_WHAT YOU ARE ASKED TO DO_. Retype all the records below exactly as they are, with no image carried over.

_RECORDS FOR THIS TASK_.
_ _ _ _ _
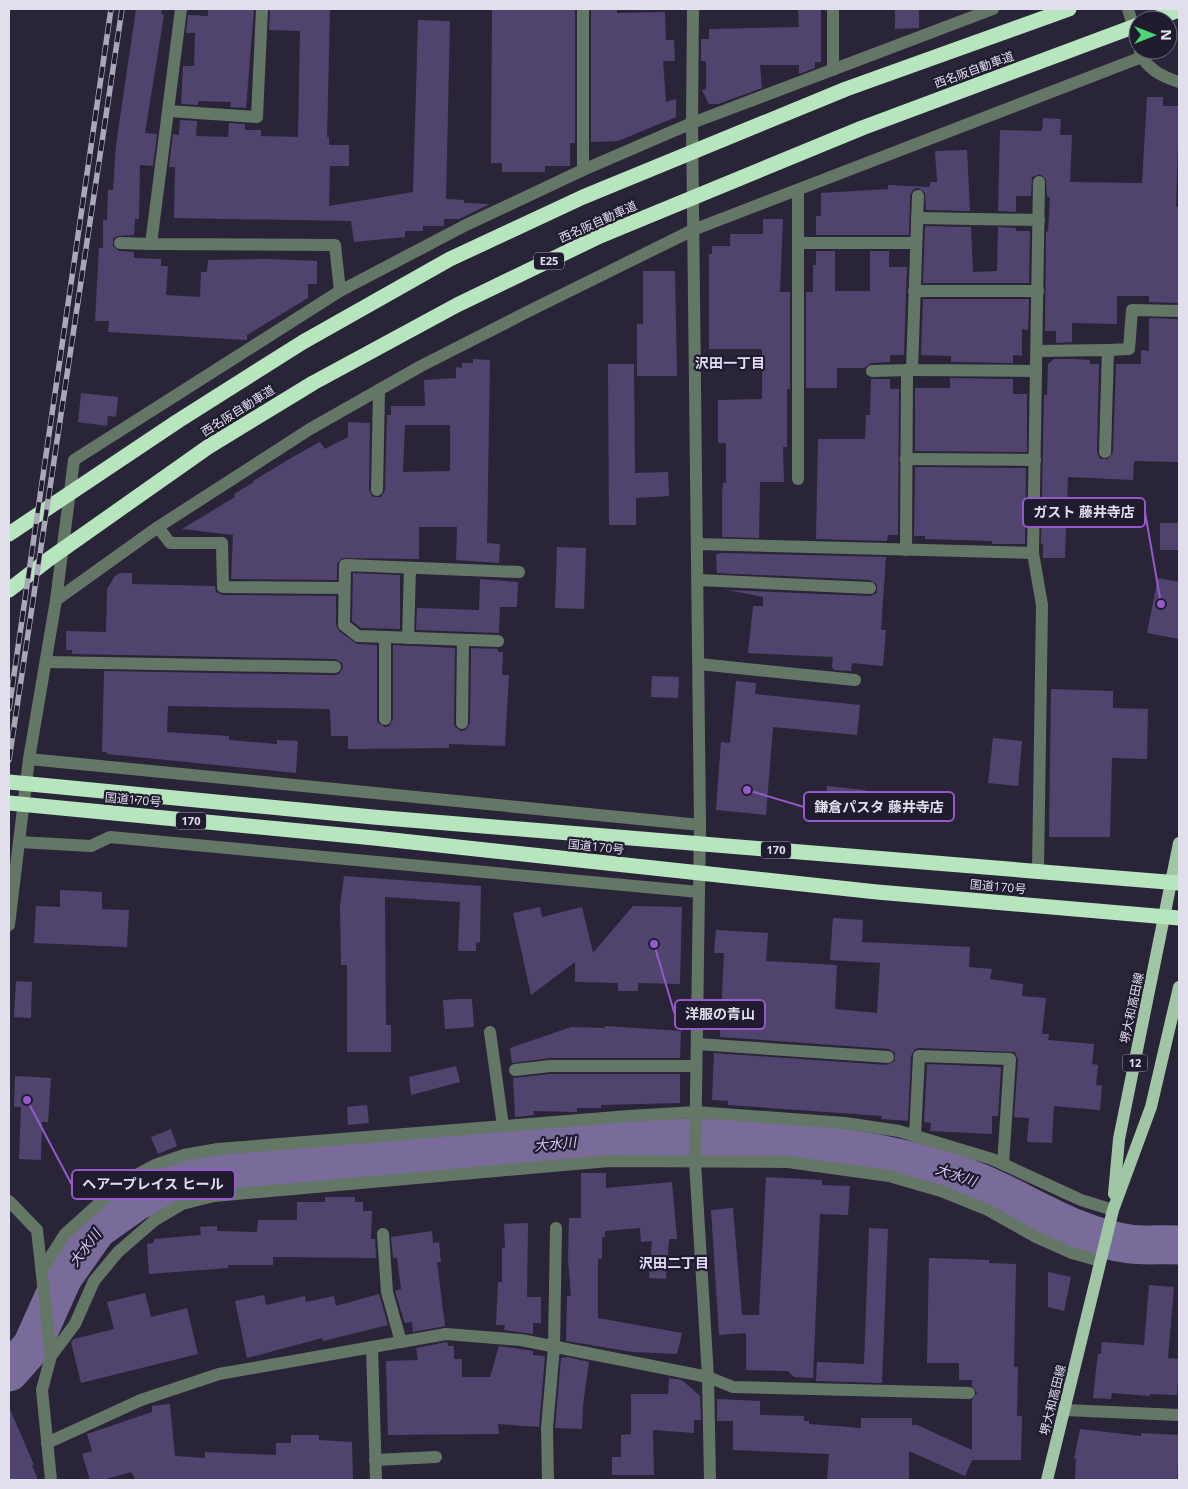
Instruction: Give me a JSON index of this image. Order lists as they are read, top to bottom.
{
  "streets": {
    "highway": [
      "西名阪自動車道",
      "E25",
      "国道170号",
      "170"
    ],
    "main road": ["堺大和高田線", "12"]
  },
  "crossings": [
    ["国道170号", "堺大和高田線"]
  ],
  "districts": ["沢田一丁目", "沢田二丁目"],
  "water": ["大水川"],
  "places": [
    "ガスト 藤井寺店",
    "鎌倉パスタ 藤井寺店",
    "洋服の青山",
    "ヘアープレイス ヒール"
  ],
  "north": "right"
}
_ _ _ _ _
_PROBLEM SOLUTION_.
Instruction: Give me a JSON index of this image. Order lists as they are read, top to bottom.
{
  "streets": {
    "highway": [
      "西名阪自動車道",
      "E25",
      "国道170号",
      "170"
    ],
    "main road": ["堺大和高田線", "12"]
  },
  "crossings": [
    ["国道170号", "堺大和高田線"]
  ],
  "districts": ["沢田一丁目", "沢田二丁目"],
  "water": ["大水川"],
  "places": [
    "ガスト 藤井寺店",
    "鎌倉パスタ 藤井寺店",
    "洋服の青山",
    "ヘアープレイス ヒール"
  ],
  "north": "right"
}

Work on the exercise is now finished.